--- RECORDED DATA ---
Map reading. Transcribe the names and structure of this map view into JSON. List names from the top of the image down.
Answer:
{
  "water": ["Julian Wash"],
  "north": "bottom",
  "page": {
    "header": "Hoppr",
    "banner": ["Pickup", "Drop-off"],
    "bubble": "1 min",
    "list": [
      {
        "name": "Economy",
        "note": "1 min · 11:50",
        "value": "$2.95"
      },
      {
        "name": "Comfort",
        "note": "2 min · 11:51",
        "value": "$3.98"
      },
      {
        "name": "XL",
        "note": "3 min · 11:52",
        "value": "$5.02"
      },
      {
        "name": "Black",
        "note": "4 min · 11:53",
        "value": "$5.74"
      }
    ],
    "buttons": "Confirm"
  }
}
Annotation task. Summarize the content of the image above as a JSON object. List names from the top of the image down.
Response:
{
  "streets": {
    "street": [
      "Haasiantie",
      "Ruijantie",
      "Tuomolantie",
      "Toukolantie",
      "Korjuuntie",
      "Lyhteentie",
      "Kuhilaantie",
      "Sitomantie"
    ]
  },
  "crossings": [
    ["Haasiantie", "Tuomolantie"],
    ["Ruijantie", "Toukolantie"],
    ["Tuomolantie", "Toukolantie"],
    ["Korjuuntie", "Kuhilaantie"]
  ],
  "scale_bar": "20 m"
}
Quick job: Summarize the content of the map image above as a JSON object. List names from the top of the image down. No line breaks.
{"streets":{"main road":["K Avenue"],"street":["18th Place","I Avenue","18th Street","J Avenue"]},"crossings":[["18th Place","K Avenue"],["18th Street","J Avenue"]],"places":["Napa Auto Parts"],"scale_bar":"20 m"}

--- WHAT YOU SHOULD DO ---
Begin at the first line of the material and transcribe each line exactly. End with the line containing "Annotation task. Summarize", and give nothing else.

--- SOLUTION ---
Map reading. Transcribe the names and structure of this map view into JSON. List names from the top of the image down.
Answer:
{
  "water": ["Julian Wash"],
  "north": "bottom",
  "page": {
    "header": "Hoppr",
    "banner": ["Pickup", "Drop-off"],
    "bubble": "1 min",
    "list": [
      {
        "name": "Economy",
        "note": "1 min · 11:50",
        "value": "$2.95"
      },
      {
        "name": "Comfort",
        "note": "2 min · 11:51",
        "value": "$3.98"
      },
      {
        "name": "XL",
        "note": "3 min · 11:52",
        "value": "$5.02"
      },
      {
        "name": "Black",
        "note": "4 min · 11:53",
        "value": "$5.74"
      }
    ],
    "buttons": "Confirm"
  }
}
Annotation task. Summarize the content of the image above as a JSON object. List names from the top of the image down.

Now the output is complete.